Boosting Venue Page Rankings for Contextual Retrieval-Georgetown at TREC 2013 Contextual Suggestion Track

We participate in the closed collection sub-track of the TREC 2013 Contextual Suggestion. The dataset that we use is an integrated collection of ClueWeb12 Category B, Wikitravel, and the city-specific sub-collection; all are from ClueWeb12. Since the Open Web is not used in our submissions, the task is essentially a retrieval task instead of a result merging task. Our system takes users’ ratings of venues in a training city as inputs, and generates titles, document identification numbers, and descriptions for venues that fit users’ interests in a new city.

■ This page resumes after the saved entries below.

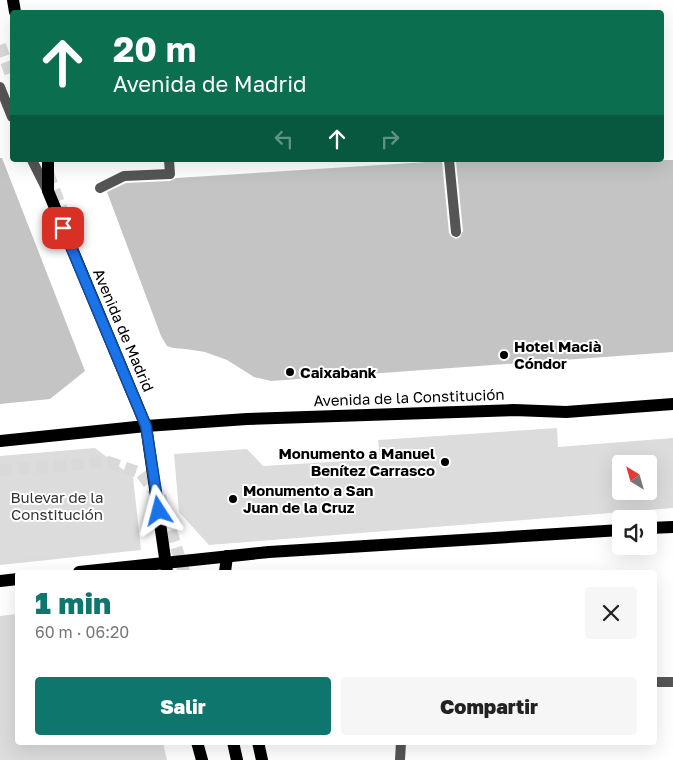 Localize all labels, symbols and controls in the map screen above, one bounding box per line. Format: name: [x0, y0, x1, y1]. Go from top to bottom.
text: 20 m: [113, 28, 196, 70]
icon: ahead: [30, 30, 95, 95]
text: Avenida de Madrid: [113, 70, 307, 97]
icon: left: [270, 125, 298, 153]
icon: ahead: [323, 125, 351, 153]
icon: right: [376, 125, 404, 153]
pin: [42, 207, 84, 249]
icon: arrive: [49, 214, 77, 242]
street label: Avenida de Madrid: [90, 266, 158, 394]
place label: Hotel Macià Cóndor: [514, 337, 602, 372]
marker: Hotel Macià Cóndor: [498, 349, 510, 361]
place label: Caixabank: [300, 363, 377, 381]
marker: Caixabank: [284, 366, 296, 378]
street label: Avenida de la Constitución: [313, 385, 505, 409]
place label: Monumento a Manuel Benítez Carrasco: [278, 444, 435, 479]
north arrow: [612, 455, 658, 500]
map controls: [612, 455, 657, 555]
marker: Monumento a Manuel Benítez Carrasco: [439, 456, 451, 468]
place label: Monumento a San Juan de la Cruz: [243, 481, 373, 516]
position arrow: [132, 484, 184, 536]
park label: Bulevar de la Constitución: [10, 488, 104, 523]
marker: Monumento a San Juan de la Cruz: [227, 493, 239, 505]
button: sound: [612, 510, 657, 555]
text: 1 min: [35, 585, 111, 621]
button: close: [585, 587, 637, 639]
text: 60 m · 06:20: [35, 622, 129, 642]
button: Salir: [35, 677, 331, 735]
button: Compartir: [341, 677, 637, 735] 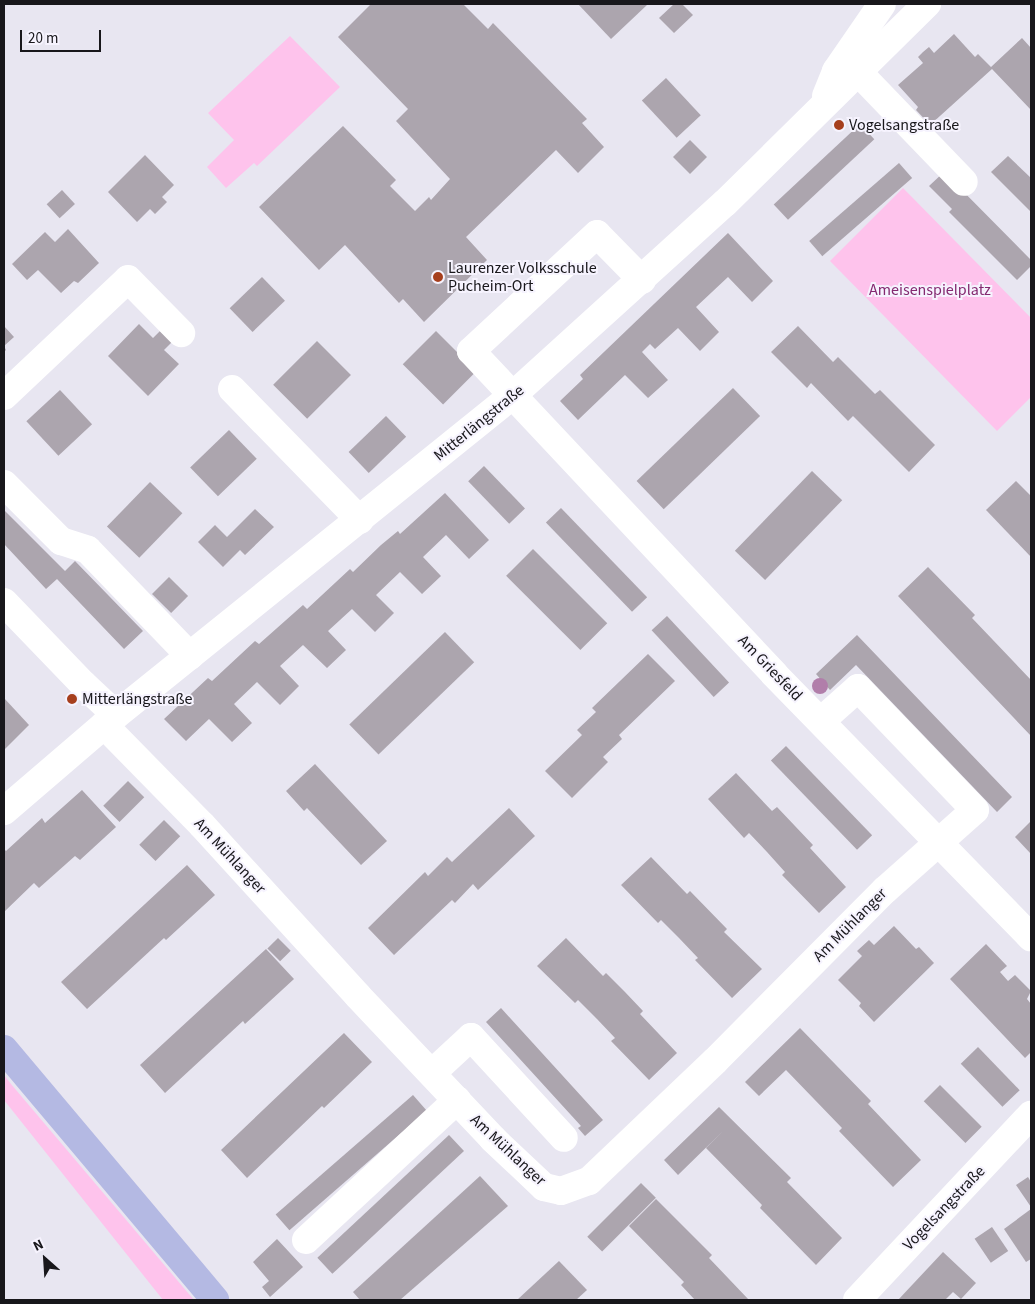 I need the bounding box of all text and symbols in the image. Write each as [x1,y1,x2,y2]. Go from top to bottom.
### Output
scale bar [22,20,104,52]
text: 20 m [28,28,58,49]
place label: Vogelsangstraße [849,115,959,135]
marker: Vogelsangstraße [833,119,845,131]
place label: Laurenzer Volksschule Pucheim-Ort [448,258,597,296]
marker: Laurenzer Volksschule Pucheim-Ort [432,271,444,283]
park label: Ameisenspielplatz [869,280,991,300]
street label: Mitterlängstraße [430,381,528,465]
street label: Am Griesfeld [734,631,806,705]
place label: Mitterlängstraße [82,689,192,709]
marker: Mitterlängstraße [66,693,78,705]
street label: Am Mühlanger [190,814,270,898]
street label: Am Mühlanger [809,884,891,966]
street label: Am Mühlanger [466,1110,550,1190]
street label: Vogelsangstraße [899,1162,989,1254]
north arrow [20,1234,70,1284]
text: N [30,1234,47,1257]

Ideal relevant documents for this task should be a list of Web pages each of which is a venue’s homepage, which we call a “venue page”. However, off-the-shelf search tools, such as Lemur, fail to retrieve such venue homepages from the collection. They either retrieve non-relevant documents or “yellow-page”-like pages that link to a long list of venue pages where the links are often broken and the destination pages are out of the collection. Therefore, large portions of the retrieved documents are not suitable as answers for contextual suggestion. To address this challenge, we experiment two different approaches, a precision-oriented approach and a recall-oriented approach, to boost the relevant venue pages’ ranking.